Une délégation du gouvernement central de la République démocratique du Congo est arrivée ce mercredi 25 février 2026 à Uvira, chef-lieu provisoire de la province du Sud-Kivu, pour superviser et suivre les actions de restauration de l'autorité de l'État dans la zone, suite au retrait des rebelles de l’AFC/M23.Composée notamment du Vice-Premier ministre de l'Intérieur, Jacquemain Shabani, et du ministre de l'Intégration régionale, Floribert Anzuluni, ainsi que d'autres membres du gouvernement, cette mission vise à évaluer l'avancement des mesures sécuritaires, administratives et humanitaires mises en place depuis le départ forcé des rebelles de la ville.
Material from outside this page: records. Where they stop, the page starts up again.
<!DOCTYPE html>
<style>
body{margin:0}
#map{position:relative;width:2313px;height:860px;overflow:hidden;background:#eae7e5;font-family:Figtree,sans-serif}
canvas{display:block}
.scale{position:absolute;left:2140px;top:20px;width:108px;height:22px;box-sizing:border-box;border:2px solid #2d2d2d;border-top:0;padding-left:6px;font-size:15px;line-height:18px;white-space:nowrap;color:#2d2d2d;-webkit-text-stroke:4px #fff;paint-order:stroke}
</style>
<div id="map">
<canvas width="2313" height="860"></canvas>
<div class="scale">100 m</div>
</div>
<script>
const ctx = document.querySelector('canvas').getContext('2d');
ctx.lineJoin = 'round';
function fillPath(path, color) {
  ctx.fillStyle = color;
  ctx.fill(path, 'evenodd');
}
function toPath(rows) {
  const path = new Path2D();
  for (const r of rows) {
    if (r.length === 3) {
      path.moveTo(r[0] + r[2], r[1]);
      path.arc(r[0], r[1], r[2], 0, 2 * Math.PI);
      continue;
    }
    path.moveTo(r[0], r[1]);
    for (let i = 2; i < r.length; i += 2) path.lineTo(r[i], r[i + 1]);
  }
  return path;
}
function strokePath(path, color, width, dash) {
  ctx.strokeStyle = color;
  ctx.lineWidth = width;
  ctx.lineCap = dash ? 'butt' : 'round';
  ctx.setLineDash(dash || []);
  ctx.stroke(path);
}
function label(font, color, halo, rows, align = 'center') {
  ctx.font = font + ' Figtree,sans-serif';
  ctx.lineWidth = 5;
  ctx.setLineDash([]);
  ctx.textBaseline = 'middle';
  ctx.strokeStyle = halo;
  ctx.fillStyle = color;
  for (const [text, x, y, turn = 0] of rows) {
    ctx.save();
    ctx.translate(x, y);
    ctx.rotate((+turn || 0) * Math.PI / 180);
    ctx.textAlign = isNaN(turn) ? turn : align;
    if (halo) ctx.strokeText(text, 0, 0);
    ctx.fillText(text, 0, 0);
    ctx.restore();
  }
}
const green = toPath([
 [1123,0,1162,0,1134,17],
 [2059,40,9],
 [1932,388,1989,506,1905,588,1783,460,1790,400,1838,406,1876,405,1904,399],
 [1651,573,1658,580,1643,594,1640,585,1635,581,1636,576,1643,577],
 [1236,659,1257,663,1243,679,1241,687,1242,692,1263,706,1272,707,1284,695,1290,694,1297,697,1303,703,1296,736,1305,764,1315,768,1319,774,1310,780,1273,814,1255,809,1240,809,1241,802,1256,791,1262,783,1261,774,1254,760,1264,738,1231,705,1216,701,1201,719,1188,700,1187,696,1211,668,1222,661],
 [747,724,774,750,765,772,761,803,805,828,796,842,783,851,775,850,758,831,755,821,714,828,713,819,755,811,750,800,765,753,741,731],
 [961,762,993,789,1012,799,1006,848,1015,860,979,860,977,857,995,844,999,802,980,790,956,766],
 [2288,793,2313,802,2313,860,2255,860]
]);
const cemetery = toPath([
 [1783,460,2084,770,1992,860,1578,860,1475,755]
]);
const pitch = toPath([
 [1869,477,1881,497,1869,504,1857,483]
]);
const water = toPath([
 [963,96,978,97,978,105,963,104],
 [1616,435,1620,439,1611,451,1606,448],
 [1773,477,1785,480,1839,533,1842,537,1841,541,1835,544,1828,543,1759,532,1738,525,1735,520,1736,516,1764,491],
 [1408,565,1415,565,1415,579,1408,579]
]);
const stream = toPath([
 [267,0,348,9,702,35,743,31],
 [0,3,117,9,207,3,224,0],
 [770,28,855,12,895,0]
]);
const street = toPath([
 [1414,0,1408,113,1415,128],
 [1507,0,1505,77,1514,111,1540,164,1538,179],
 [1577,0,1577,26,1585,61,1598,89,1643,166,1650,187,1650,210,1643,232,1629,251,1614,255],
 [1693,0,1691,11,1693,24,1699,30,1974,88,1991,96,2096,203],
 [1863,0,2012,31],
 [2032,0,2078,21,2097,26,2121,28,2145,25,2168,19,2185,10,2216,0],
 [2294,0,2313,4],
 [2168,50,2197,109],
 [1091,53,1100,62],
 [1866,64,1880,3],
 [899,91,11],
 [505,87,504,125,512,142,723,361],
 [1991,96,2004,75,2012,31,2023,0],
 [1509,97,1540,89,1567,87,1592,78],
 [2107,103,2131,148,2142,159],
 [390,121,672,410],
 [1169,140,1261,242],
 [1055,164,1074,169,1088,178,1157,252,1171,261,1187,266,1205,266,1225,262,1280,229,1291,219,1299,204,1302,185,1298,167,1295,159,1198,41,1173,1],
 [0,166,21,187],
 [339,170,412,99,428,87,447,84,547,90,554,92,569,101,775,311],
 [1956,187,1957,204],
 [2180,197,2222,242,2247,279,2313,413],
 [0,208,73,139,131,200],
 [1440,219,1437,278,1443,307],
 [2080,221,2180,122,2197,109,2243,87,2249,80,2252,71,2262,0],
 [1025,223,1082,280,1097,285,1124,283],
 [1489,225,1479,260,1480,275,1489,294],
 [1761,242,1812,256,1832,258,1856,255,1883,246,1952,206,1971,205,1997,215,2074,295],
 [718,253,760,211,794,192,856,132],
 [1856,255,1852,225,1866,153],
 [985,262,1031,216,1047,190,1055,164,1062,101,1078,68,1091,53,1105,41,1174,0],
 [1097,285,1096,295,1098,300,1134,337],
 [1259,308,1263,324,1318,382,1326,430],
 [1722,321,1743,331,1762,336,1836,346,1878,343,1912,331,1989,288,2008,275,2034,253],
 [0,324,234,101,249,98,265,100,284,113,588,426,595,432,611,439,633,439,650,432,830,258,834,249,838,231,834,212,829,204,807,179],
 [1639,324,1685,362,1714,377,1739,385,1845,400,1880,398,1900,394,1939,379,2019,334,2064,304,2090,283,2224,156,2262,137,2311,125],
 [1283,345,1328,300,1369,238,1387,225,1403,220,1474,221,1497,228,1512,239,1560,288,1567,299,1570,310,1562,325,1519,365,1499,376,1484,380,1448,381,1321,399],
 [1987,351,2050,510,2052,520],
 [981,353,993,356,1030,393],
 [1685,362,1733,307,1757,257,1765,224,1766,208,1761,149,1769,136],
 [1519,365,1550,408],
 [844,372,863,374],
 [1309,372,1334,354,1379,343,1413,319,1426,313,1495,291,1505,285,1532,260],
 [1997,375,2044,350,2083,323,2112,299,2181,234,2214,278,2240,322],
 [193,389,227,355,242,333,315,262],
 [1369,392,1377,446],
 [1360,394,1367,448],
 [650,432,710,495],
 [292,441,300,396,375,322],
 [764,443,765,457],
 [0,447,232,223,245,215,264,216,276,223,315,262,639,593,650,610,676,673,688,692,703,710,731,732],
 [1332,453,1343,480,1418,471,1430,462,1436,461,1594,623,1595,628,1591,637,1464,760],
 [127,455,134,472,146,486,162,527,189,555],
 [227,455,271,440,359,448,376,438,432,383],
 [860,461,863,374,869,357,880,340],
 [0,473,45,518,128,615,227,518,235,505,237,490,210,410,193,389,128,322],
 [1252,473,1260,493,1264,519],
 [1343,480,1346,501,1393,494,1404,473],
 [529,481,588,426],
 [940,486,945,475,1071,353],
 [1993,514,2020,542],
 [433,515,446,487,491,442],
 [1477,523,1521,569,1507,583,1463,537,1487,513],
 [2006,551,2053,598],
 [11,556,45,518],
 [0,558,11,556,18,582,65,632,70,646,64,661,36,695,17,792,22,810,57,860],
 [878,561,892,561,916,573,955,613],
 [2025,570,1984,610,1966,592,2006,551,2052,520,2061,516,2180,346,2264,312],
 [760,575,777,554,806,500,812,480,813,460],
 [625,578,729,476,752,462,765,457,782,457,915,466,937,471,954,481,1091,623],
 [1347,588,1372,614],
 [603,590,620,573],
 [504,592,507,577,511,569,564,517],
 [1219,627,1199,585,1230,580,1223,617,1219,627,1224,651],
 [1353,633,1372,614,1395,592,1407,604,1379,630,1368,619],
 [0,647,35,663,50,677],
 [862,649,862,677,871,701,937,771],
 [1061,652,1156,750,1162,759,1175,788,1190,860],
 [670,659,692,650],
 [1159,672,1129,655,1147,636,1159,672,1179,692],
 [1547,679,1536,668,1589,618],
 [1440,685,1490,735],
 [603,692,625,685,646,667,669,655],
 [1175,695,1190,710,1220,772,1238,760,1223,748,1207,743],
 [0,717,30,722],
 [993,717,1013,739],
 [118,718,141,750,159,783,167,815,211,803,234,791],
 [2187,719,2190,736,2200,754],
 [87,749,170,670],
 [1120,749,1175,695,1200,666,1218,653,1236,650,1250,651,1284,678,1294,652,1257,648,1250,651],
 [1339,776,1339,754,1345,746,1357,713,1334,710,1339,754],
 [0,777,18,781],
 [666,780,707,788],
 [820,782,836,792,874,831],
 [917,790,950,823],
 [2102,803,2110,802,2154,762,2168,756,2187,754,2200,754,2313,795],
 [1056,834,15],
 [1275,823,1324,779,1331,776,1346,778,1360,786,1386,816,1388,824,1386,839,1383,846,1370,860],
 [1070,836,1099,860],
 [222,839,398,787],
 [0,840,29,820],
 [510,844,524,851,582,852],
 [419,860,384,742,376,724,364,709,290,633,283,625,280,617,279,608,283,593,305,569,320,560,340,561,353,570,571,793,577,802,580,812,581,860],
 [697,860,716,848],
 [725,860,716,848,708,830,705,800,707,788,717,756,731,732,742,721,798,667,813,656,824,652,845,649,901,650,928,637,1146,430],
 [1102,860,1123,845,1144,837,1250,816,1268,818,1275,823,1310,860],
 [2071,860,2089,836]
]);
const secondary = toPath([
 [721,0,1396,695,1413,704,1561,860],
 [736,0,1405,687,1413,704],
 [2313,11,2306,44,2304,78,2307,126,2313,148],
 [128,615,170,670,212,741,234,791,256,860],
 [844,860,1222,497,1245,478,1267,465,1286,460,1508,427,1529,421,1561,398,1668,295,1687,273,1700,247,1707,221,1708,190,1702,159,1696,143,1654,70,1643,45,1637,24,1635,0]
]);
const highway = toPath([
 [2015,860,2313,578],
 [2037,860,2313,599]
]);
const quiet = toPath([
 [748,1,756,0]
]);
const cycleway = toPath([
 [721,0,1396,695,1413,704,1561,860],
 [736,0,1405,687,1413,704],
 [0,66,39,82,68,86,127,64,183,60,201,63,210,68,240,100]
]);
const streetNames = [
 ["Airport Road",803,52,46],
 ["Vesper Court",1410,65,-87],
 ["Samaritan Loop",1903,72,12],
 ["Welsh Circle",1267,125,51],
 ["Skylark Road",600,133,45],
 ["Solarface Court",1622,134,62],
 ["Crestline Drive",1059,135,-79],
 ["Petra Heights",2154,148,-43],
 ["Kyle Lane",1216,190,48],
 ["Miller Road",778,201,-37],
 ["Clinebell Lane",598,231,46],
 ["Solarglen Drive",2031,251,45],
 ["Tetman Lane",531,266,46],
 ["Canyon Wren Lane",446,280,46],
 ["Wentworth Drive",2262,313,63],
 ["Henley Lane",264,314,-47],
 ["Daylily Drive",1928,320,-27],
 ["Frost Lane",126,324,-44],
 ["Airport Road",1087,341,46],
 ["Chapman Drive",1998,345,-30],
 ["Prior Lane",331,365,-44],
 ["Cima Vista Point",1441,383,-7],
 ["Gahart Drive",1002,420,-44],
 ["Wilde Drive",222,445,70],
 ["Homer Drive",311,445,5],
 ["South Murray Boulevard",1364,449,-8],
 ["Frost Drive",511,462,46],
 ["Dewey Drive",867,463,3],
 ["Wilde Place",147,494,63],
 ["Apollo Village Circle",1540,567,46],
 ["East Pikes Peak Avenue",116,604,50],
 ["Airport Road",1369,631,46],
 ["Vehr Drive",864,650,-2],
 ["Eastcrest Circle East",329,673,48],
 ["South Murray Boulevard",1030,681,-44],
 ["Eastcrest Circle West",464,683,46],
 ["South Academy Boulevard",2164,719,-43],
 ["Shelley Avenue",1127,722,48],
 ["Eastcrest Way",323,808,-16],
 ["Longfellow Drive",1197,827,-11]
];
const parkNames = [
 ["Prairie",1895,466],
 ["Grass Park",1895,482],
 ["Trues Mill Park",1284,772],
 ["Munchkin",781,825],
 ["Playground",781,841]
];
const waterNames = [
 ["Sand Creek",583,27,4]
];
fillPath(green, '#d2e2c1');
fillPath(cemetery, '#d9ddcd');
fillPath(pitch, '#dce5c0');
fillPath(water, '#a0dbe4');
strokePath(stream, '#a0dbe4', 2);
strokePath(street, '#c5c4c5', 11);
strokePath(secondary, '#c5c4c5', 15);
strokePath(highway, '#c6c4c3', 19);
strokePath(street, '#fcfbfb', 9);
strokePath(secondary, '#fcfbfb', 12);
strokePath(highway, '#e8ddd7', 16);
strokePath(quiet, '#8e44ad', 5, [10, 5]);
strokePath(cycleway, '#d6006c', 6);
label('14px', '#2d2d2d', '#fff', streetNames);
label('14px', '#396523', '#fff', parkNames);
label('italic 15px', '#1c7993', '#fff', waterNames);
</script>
Ce retrait, amorcé de manière plus complète à partir de mi-janvier 2026 après une occupation marquée par des pillages et des tensions (débutée en décembre 2025), a permis une reprise progressive du contrôle par les forces loyalistes et le retour des institutions provinciales.Il a également conduit à la réouverture récente du poste frontalier terrestre Kavimvira-Gatumba (avec le Burundi) le 23 février 2026, après plus de deux mois de fermeture, relançant les échanges économiques transfrontaliers et la circulation des biens et des personnes. La délégation gouvernementale entend consolider ces gains en renforçant la présence des services de sécurité (FARDC et police nationale), en accélérant le retour des administrations publiques et judiciaires, en accompagnant les efforts de stabilisation post-conflit via le Programme de Désarmement, Démobilisation, Relèvement Communautaire et Stabilisation (P-DDRCS), et en évaluant les besoins humanitaires pour les populations affectées par l’occupation antérieure.Cette visite intervient dans un contexte régional toujours fragile : malgré le retrait d’Uvira, l’AFC/M23 reste actif dans d’autres secteurs du Sud-Kivu et du Nord-Kivu (où les combats s’intensifient actuellement, comme à Masisi).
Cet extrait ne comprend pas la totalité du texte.